Saturday, December 1, 2012

A Great Writer Steals!

Okay, I can hear all of the English Teachers and College Professors yelling at me from here. And let me assure them before their blood pressure rises any higher that I'm not talking about Plagiarism which is described as "intellectual theft". I'm not talking about stealing another writer's work. That I utterly deplore. What I'm talking about is the common and essential practice of every writer of stealing people's ideas! Here is an old joke that I found in an old magazine that will show you what I mean.

The Paradox of Writing

  • If you steal from only one author it's called plagiarism.
  • If you steal from two authors it's called literary contrast.
  • If you steal from three or more authors it's called "masterful discernment and mastery of the literary form and narrative techniques."
  • If you steal from a hundred authors and no one recognizes it then it's called a NY Times bestseller.
It's the elephant in the room every where that every good writer steals the ideas from everyone else. Whether they are plot points of the movie they saw last night, the argument that they overheard on the bus to work, or the conversation where a colleague will say, "hey, you know what would make a great story?". Everything that a playwright puts in a story is little stolen tidbits of life that will make up an "original play". 

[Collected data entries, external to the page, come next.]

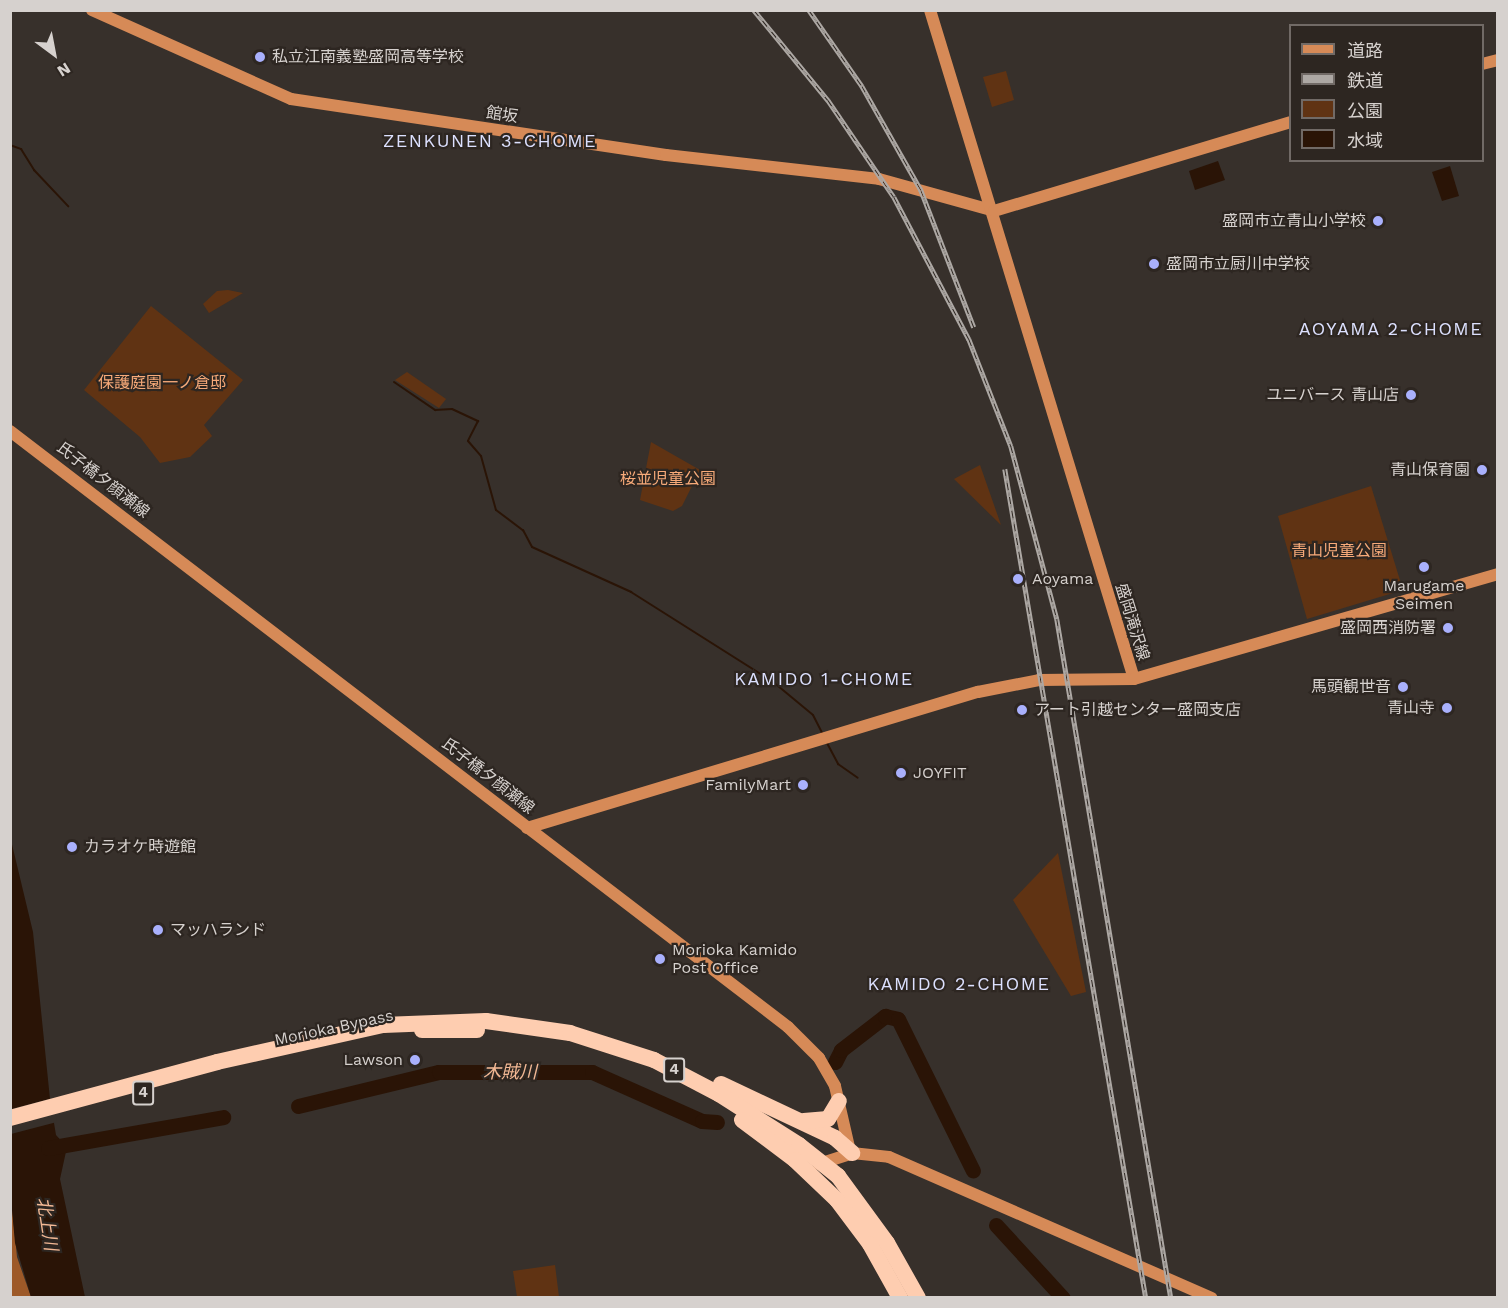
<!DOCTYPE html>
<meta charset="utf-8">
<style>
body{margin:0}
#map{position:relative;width:1508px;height:1308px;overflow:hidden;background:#37302b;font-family:"Work Sans","Noto Sans JP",sans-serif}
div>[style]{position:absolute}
.green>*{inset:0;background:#603313}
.forest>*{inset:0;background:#9d5928}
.water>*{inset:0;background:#2a1406}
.pier>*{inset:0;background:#37302b}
.stream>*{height:2px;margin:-1px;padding:0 1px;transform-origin:1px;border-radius:1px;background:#2a1406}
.river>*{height:15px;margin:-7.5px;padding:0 7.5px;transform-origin:7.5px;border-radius:7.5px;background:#2a1406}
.secondary>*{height:12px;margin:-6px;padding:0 6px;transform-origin:6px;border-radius:6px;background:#d68a57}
.highway>*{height:16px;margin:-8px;padding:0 8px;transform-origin:8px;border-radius:8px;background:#fecdb0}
.rail>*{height:4.5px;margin-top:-2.25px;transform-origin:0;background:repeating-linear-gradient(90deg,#2d2621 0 7px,#ada8a4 0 14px);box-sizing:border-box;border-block:2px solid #ada8a4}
.dots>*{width:16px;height:16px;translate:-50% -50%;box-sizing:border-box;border:3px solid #2d2621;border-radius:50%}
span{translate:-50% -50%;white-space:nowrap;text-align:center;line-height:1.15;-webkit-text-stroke:4.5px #2d2621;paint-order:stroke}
.shield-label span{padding:2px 4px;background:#2d2621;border:2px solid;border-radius:4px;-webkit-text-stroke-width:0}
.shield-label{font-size:15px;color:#d6d1ce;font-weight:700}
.poi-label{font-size:16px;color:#d6d1ce}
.left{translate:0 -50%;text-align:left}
.right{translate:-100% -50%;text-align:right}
.street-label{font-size:16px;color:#d6d1ce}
.park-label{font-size:16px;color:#f7aa79}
.neighbourhood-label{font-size:18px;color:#dce0fe;letter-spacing:1.5px}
.water-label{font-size:18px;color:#f2b894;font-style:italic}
.frame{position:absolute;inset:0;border:12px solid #d6d1ce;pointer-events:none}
.legend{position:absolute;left:1289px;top:24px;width:195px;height:138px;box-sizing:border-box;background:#2d2621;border:2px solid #716a66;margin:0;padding:8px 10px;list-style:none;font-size:18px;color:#d6d1ce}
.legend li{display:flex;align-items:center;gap:12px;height:30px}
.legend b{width:30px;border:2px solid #716a66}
.north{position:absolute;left:24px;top:24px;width:60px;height:60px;-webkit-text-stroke:4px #2d2621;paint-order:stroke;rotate:148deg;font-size:16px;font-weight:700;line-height:24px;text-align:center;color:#d6d1ce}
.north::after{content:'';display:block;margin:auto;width:21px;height:27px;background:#d6d1ce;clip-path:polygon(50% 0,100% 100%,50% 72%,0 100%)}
</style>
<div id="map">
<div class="green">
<i style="clip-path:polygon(1006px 71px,1014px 100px,992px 107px,983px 77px)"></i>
<i style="clip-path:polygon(217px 291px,228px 290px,243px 293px,209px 313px,203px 304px)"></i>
<i style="clip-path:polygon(151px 306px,243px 380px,204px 425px,212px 436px,190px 457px,160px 463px,140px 437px,84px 390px)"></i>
<i style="clip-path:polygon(407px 372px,446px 399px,439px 408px,395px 380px)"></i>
<i style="clip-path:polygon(651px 442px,700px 470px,682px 506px,673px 511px,640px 500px)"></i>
<i style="clip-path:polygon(980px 465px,1001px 525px,954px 479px)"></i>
<i style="clip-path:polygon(1371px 486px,1403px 590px,1307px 619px,1278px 516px)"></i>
<i style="clip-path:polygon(1058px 853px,1086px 992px,1071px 996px,1013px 900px)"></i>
<i style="clip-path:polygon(555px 1265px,559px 1297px,517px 1297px,513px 1271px)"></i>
</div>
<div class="forest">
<i style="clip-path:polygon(10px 1188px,17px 1257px,31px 1297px,11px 1297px)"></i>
</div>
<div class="water">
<i style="clip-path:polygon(1218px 161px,1225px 180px,1195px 190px,1189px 171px)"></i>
<i style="clip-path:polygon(1450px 166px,1459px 196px,1442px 201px,1432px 172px)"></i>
<i style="clip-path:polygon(10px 836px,33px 932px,50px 1099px,56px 1135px,67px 1147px,60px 1179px,85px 1297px,31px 1297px,15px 1243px,10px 1188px)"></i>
</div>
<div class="pier">
<i style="clip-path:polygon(53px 1098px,57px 1122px,11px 1134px,11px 1109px)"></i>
</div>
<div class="stream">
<i style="left:10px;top:145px;width:12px;rotate:20deg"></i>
<i style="left:21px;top:149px;width:25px;rotate:58deg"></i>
<i style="left:34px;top:170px;width:50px;rotate:46.6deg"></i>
<i style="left:394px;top:382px;width:50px;rotate:34.3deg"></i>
<i style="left:435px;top:410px;width:17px;rotate:-3deg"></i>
<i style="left:452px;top:409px;width:29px;rotate:25deg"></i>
<i style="left:478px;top:421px;width:22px;rotate:117deg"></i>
<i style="left:468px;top:441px;width:20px;rotate:49deg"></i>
<i style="left:481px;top:456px;width:56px;rotate:74.5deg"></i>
<i style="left:496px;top:510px;width:34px;rotate:37deg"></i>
<i style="left:523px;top:530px;width:19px;rotate:62deg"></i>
<i style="left:532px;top:547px;width:109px;rotate:24.4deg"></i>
<i style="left:631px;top:592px;width:167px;rotate:32.3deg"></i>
<i style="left:772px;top:681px;width:53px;rotate:39.7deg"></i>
<i style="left:813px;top:715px;width:22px;rotate:63deg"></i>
<i style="left:827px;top:743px;width:24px;rotate:62deg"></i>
<i style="left:838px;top:764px;width:24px;rotate:35deg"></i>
</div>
<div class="river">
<i style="left:835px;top:1062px;width:13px;rotate:-63deg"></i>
<i style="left:841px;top:1050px;width:56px;rotate:-37.7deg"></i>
<i style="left:885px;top:1016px;width:13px;rotate:13deg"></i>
<i style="left:898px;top:1019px;width:169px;rotate:63.7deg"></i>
<i style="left:298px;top:1106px;width:145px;rotate:-13.6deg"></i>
<i style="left:439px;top:1072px;width:153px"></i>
<i style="left:592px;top:1072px;width:120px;rotate:24deg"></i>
<i style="left:702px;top:1121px;width:15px;rotate:4deg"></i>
<i style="left:48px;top:1148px;width:178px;rotate:-10deg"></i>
<i style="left:996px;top:1225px;width:99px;rotate:47.5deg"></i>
</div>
<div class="secondary">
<i style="left:92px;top:10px;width:218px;rotate:24.1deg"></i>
<i style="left:291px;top:99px;width:379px;rotate:8.5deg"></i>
<i style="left:666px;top:155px;width:214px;rotate:6.4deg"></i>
<i style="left:879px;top:179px;width:119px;rotate:15.5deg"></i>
<i style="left:930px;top:10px;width:699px;rotate:73.04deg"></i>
<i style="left:1482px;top:64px;width:16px;rotate:-14deg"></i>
<i style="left:994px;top:211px;width:309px;rotate:-16.7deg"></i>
<i style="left:10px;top:431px;width:980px;rotate:37.45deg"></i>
<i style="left:788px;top:1027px;width:44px;rotate:45deg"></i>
<i style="left:819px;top:1058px;width:32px;rotate:60deg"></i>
<i style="left:835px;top:1086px;width:63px;rotate:77.1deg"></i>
<i style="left:527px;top:828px;width:471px;rotate:-16.8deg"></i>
<i style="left:978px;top:692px;width:62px;rotate:-11.1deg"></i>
<i style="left:1039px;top:680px;width:95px;rotate:-0.6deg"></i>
<i style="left:1134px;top:679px;width:379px;rotate:-16.1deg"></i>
<i style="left:819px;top:1164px;width:35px;rotate:-18deg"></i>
<i style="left:852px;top:1153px;width:37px;rotate:6deg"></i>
<i style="left:889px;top:1157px;width:352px;rotate:23.6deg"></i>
</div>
<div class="highway">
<i style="left:422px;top:1030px;width:55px"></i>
<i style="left:721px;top:1084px;width:126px;rotate:25.3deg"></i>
<i style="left:835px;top:1138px;width:23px;rotate:41deg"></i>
<i style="left:10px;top:1118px;width:214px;rotate:-15.1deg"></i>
<i style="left:217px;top:1062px;width:170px;rotate:-12.6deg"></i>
<i style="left:383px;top:1025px;width:103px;rotate:-2.2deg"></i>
<i style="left:486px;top:1021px;width:85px;rotate:8.1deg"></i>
<i style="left:570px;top:1033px;width:88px;rotate:17.8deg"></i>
<i style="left:654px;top:1060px;width:73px;rotate:27.6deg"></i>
<i style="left:719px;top:1094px;width:95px;rotate:32.5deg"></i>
<i style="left:799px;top:1145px;width:50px;rotate:38.5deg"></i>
<i style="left:838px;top:1176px;width:83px;rotate:53.8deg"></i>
<i style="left:887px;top:1243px;width:63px;rotate:60.6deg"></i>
<i style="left:742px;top:1120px;width:66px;rotate:37deg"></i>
<i style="left:795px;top:1160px;width:58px;rotate:43.6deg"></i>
<i style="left:837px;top:1200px;width:55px;rotate:53.1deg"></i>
<i style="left:870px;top:1244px;width:62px;rotate:60.9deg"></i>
<i style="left:804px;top:1121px;width:24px;rotate:-5deg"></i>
<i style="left:828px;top:1119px;width:21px;rotate:-59deg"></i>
</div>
<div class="rail">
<i style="left:754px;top:10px;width:117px;rotate:50.6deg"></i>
<i style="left:828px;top:100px;width:117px;rotate:55.8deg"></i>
<i style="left:894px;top:197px;width:161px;rotate:62.2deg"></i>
<i style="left:969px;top:339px;width:115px;rotate:68.6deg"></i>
<i style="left:1011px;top:446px;width:179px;rotate:75.1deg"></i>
<i style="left:1057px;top:619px;width:689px;rotate:80.47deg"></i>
<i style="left:809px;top:10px;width:93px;rotate:55.1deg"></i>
<i style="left:862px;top:86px;width:120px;rotate:60.4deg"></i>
<i style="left:921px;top:190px;width:147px;rotate:68.9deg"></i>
<i style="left:1005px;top:469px;width:841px;rotate:80.35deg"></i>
</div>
<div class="dots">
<i style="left:260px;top:57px;background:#a9b0fc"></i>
<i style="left:1378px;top:221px;background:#a9b0fc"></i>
<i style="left:1154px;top:264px;background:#a9b0fc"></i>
<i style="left:1411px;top:395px;background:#a9b0fc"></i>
<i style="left:1482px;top:470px;background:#a9b0fc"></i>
<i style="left:1424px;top:567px;background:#a9b0fc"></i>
<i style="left:1018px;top:579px;background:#a9b0fc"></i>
<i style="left:1448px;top:628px;background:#a9b0fc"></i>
<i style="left:1403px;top:687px;background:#a9b0fc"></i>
<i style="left:1447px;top:708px;background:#a9b0fc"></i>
<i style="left:1022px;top:710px;background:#a9b0fc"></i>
<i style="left:901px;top:773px;background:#a9b0fc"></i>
<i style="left:803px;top:785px;background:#a9b0fc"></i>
<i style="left:72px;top:847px;background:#a9b0fc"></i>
<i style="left:158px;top:930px;background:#a9b0fc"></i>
<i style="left:660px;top:959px;background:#a9b0fc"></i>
<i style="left:415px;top:1060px;background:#a9b0fc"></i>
</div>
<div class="shield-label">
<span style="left:674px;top:1070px">4</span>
<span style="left:143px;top:1093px">4</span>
</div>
<div class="poi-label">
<span class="left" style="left:272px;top:57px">私立江南義塾盛岡高等学校</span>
<span class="right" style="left:1366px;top:221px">盛岡市立青山小学校</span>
<span class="left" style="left:1166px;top:264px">盛岡市立厨川中学校</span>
<span class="right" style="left:1399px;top:395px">ユニバース 青山店</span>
<span class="right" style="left:1470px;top:470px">青山保育園</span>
<span class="left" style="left:1032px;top:579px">Aoyama</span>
<span style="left:1424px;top:595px">Marugame<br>Seimen</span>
<span class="right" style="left:1436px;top:628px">盛岡西消防署</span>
<span class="right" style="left:1391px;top:687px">馬頭観世音</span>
<span class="right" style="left:1435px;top:708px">青山寺</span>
<span class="left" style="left:1034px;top:710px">アート引越センター盛岡支店</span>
<span class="left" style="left:913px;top:773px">JOYFIT</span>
<span class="right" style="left:791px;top:785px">FamilyMart</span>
<span class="left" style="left:84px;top:847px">カラオケ時遊館</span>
<span class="left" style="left:170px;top:930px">マッハランド</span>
<span class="left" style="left:672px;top:959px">Morioka Kamido<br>Post Office</span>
<span class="right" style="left:403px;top:1060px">Lawson</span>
</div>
<div class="street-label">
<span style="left:502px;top:115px;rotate:8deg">館坂</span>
<span style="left:103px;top:480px;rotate:38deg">氏子橋夕顔瀬線</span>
<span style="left:1132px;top:622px;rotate:73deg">盛岡滝沢線</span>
<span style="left:488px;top:776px;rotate:38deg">氏子橋夕顔瀬線</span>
<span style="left:334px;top:1028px;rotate:-12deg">Morioka Bypass</span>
</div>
<div class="park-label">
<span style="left:162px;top:383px">保護庭園一ノ倉邸</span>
<span style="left:668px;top:479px">桜並児童公園</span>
<span style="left:1339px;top:551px">青山児童公園</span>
</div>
<div class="neighbourhood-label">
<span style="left:490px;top:141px">ZENKUNEN 3-CHOME</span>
<span style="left:1391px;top:329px">AOYAMA 2-CHOME</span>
<span style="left:824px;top:679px">KAMIDO 1-CHOME</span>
<span style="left:959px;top:984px">KAMIDO 2-CHOME</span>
</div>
<div class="water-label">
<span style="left:510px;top:1072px">木賊川</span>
<span style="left:47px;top:1224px;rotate:81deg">北上川</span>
</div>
<div class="frame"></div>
<ul class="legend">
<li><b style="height:8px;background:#d68a57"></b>道路</li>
<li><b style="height:8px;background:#ada8a4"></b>鉄道</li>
<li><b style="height:16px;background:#603313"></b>公園</li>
<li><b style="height:16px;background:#2a1406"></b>水域</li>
</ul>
<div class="north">N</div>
</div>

Why do we do it? Possibly because there are no original ideas anymore. There are only so many things that human beings can do, so many permutations of words or deeds that we can perform on each other that the idea of creating something that no one has ever seen before is practically impossible. How many plots have you ever seen that remind you of a Shakespeare play you read in high school? A book you read last week? A movie you just watched? 

So what makes an original play? It's taking all of those stolen bits and putting them in different orders or executing them in different ways. How can you do a romance in a different way? How can you make conflict in a new way? What is different about the ways your characters interact?

In fact I believe that it makes the playwright's job a lot harder. We have to take things and tropes and situations that everyone has seen before and make them believe that they are watching it for the first time. Look back at all of the good stories you love. You can probably see that all of the great parts of the stories can be found somewhere else. It doesn't make the story any less good, does it.

As a playwright I encourage you to steal hard and steal often. The main idea is that you have to take the story and STEAL it. Chop it up and rearrange the parts. It's when you don't take pride in making the story yours and only "borrow" it that you've let the rest of us down and committed a crime against all of the arts. Please steal and steal well. And as always have fun!